Ulasan Film SiDoel 2 Yang Bikin Anda Penasaran Nonton


Setelah setahun ditinggal ketidakpastian atas keputusan Doel akan Sarah, kini anak Betawi itu datang kembali melalui Si Doel the Movie 2. Kali ini harus saya katakan bahwa film sekuel ini kembali ke jiwa asalnya, sinetron ala dekade '90-an.

Bukan tanpa alasan kesan seperti dua dekade silam muncul kembali. Pertama, Si Doel 2 ini lebih banyak berlatar di rumah keluarga Doel yang legendaris itu, sama seperti sinetronnya. Hal ini yang kemudian membuat segala drama dan nuansa yang terbangun -agak- persis seperti dulu kala.

Hal itu berbeda pada film sebelumnya yang sebagian besar berada di Belanda. Film Si Doel the Movie 1 memang membangkitkan kembali kenangan nostalgia akan serial Si Doel Anak Sekolahan, namun dengan latar cerita di Belanda, rasanya kurang 'Betawi'.
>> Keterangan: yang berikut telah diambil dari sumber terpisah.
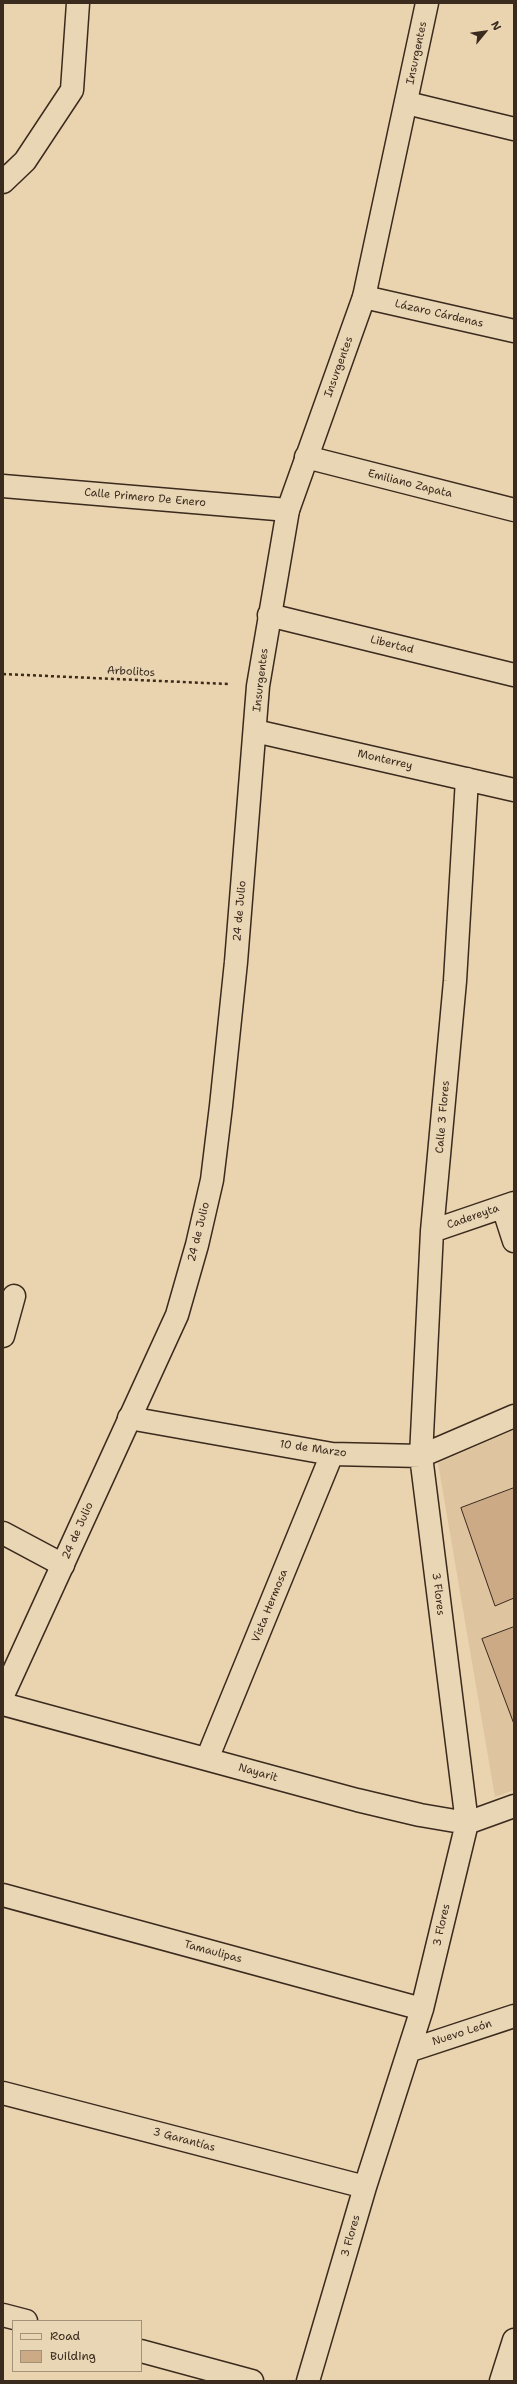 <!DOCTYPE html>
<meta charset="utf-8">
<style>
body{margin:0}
#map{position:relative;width:517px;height:2384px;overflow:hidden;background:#ead3af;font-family:"Shantell Sans",sans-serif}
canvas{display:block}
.frame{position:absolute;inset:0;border:4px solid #3b2a1e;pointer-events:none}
.legend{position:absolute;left:12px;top:2320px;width:130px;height:52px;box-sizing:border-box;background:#e9d6b4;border:1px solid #a39178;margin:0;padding:5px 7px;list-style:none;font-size:12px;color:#3b2a1e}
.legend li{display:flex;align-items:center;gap:8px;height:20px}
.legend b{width:20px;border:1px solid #a39178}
.north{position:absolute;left:465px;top:12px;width:40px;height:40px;-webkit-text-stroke:3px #e9d6b4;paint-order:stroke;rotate:61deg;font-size:11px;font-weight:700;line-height:16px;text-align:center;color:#3b2a1e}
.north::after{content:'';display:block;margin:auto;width:14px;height:18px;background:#3b2a1e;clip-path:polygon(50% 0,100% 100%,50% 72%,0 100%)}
</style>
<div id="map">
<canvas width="517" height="2384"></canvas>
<div class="frame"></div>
<ul class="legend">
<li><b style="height:5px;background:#e9d6b4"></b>Road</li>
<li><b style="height:11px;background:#ccaa85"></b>Building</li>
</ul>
<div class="north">N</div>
</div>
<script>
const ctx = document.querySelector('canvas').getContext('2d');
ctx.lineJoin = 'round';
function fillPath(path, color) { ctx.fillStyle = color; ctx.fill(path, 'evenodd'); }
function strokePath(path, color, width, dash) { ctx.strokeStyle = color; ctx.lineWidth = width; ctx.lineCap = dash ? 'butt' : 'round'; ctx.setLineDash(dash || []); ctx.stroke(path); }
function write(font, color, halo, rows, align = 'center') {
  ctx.font = font + ' "Shantell Sans",sans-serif'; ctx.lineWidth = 4; ctx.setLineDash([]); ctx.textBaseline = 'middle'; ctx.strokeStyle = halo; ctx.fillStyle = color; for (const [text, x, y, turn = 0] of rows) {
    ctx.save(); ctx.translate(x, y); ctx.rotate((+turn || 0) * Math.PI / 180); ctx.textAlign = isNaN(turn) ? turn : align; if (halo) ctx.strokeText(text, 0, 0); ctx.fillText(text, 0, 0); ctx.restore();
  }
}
fillPath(new Path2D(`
 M514 1430V1790L495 1797 438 1463Z`), '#dec49f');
const building = new Path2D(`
 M514 1488V1598L495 1606 461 1508Z
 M514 1627V1724L482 1639Z`);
fillPath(building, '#ccaa85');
strokePath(building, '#3b2a1e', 1);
const street = new Path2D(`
 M407 103 514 129
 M3 182 25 161 72 90 78 3
 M364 297 514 331
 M306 457 514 510
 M3 486 288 510
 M269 615 514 675
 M255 731 514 790
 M503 1207 514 1241
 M432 1231 514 1203
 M3 1336 14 1296
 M129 1418 332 1454 421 1456 514 1416
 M3 1533 63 1565
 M3 1704 357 1800 420 1815 467 1823 514 1806
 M207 1759 332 1454
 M3 1895 422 2009
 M411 2050 514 2016
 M3 2093 365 2187
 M3 2315 26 2321
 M141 2351 252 2381
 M308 2381 365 2187 422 2009 467 1823 421 1456 432 1231 455 981 467 779
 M501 2381 514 2340`);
const secondary = new Path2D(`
 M3 1695 177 1315 197 1245 212 1180 221 1106 236 962 258 686 288 510 364 297 427 3`);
strokePath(street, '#3b2a1e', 25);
strokePath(secondary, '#3b2a1e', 25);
strokePath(new Path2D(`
 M3 674 228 684`), '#3b2a1e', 2.5, [3, 3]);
strokePath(street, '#e9d6b4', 22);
strokePath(secondary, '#e9d6b4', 22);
write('11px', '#3b2a1e', '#e9d6b4', [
 ["Insurgentes",417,53,-78],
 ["Lázaro Cárdenas",439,314,13],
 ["Insurgentes",339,367,-70],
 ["Emiliano Zapata",410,484,14],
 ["Calle Primero De Enero",145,498,5],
 ["Libertad",392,645,14],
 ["Arbolitos",131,672,3],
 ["Insurgentes",261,680,-83],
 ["Monterrey",385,760,13],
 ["24 de Julio",240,911,-85],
 ["Calle 3 Flores",443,1117,-85],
 ["Cadereyta",473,1217,-19],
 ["24 de Julio",199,1232,-76],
 ["10 de Marzo",313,1449,8],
 ["24 de Julio",78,1531,-66],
 ["3 Flores",438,1594,83],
 ["Vista Hermosa",270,1606,-68],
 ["Nayarit",258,1773,16],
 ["3 Flores",442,1925,-77],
 ["Tamaulipas",213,1952,15],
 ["Nuevo León",462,2033,-18],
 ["3 Garantías",184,2140,15],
 ["3 Flores",351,2236,-74]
]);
</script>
Alasan kedua adalah semua karakter dalam film Si Doel the Movie 2 hidup dengan porsinya masing-masing. Kali ini, Doel (Rano Karno) punya porsi dialog yang lebih banyak dibanding tahun lalu. Begitu pula dengan karakter lain, mulai dari Atun (Suti Karno), Mandra (Mandra), hingga Mak Nyak (Aminah Cendrakasih).

Bila mengenang film sebelumnya, Doel lebih banyak diam dan termangut menerima fakta-fakta soal Sarah dan anak mereka, Dul (Rey Bong) di tengah kehidupan Belanda. Kini, Doel mengungkapkan konflik dan isi pikirannya secara terbuka yang membuat penonton jadi lebih mudah memahami masalah.

Seiring Doel yang semakin 'hidup', Atun dan Mandra juga memiliki peran penting dalam mengatur konflik yang ada dalam diri Doel. Kedua karakter bersaudara itu bahkan bisa disebut membuat film ini lebih dinamis.


Dalam Si Doel the Movie 2, Atun dan Mandra membangkitkan kembali aksi bertengkar yang pernah mereka mainkan saat versi sinetron dulu. Namun bedanya, Atun kali ini tampak lebih dewasa dan matang sedangkan Mandra semakin kekanak-kanakan. 

Bahkan, untuk kali pertama, saya geregetan melihat Mandra terlalu banyak 'bacot' setelah pada film pertama penampilannya begitu menghibur. Walaupun, Mandra tetap memegang peranan penting memberikan lelucon yang sedikit-banyak bisa membuat bibir, minimal, tersenyum.

Namun saya harus kecewa karena kurang merasakan kegalauan dan kepedihan Zaenab yang mestinya bisa dimainkan dengan sangat baik oleh Maudy Koesnaedi. Maudy memang murung dan terlihat galau, namun perasaan Zaenab kurang keluar dari layar lebar bioskop dan menjangkau penonton.


Selain itu, tampaknya Rano Karno kurang memerhatikan hal detail dalam film ini, terutama kebiasaan Zaenab dalam membawa rantang saat berkunjung.

Kejutan datang dari Cornelia Agatha. Setelah pada film pertama saya merasa ia masih amat kaku memerankan sosok Sarah, kali ini Cornelia lebih luwes dan santai. Bahkan, tugasnya untuk memancing penonton menitikkan air mata terbilang dilaksanakan cukup baik. Apalagi, ia melakukannya bersama dengan Aminah Cendrakasih.

Namun tak semua karakter memerankan peran penting dalam sekuel ini. Sejumlah kehadiran karakter sebenarnya tak perlu ada lantaran hanya terlibat dalam beberapa adegan dan tak berpengaruh dalam jalan cerita, kecuali Rano Karno punya ide lain selain menambah durasi film.


Kesan kembali ke jiwa sinetron juga muncul dari inisiatif Rano membawa sejumlah kenangan dari serial tersebut. Jelas kualitas gambar menjadi kendala. Namun bagi mereka yang sudah pernah menonton serialnya, setidaknya satu dekade lalu, hal itu rasanya masih bisa dimaklumi.

Bila dari segi cerita Si Doel the Movie 2 mengalami peningkatan dibanding sebelumnya. Hal sebaliknya terjadi dengan penyuntingan gambar. Beberapa adegan muncul dengan hasil CGI yang masih kasar. Bahkan teknik filter dan suntingan yang digunakan dalam sejumlah adegan terbilang 'lebay'.

Secara umum, film Si Doel the Movie 2 tampaknya bukan lagi sebagai pemancing untuk mendapatkan pasar baru seperti yang dilakukan pada versi prekuelnya. Namun film ini sudah masuk dalam bahasan sajian bagi penggemar sejati serial Si Doel.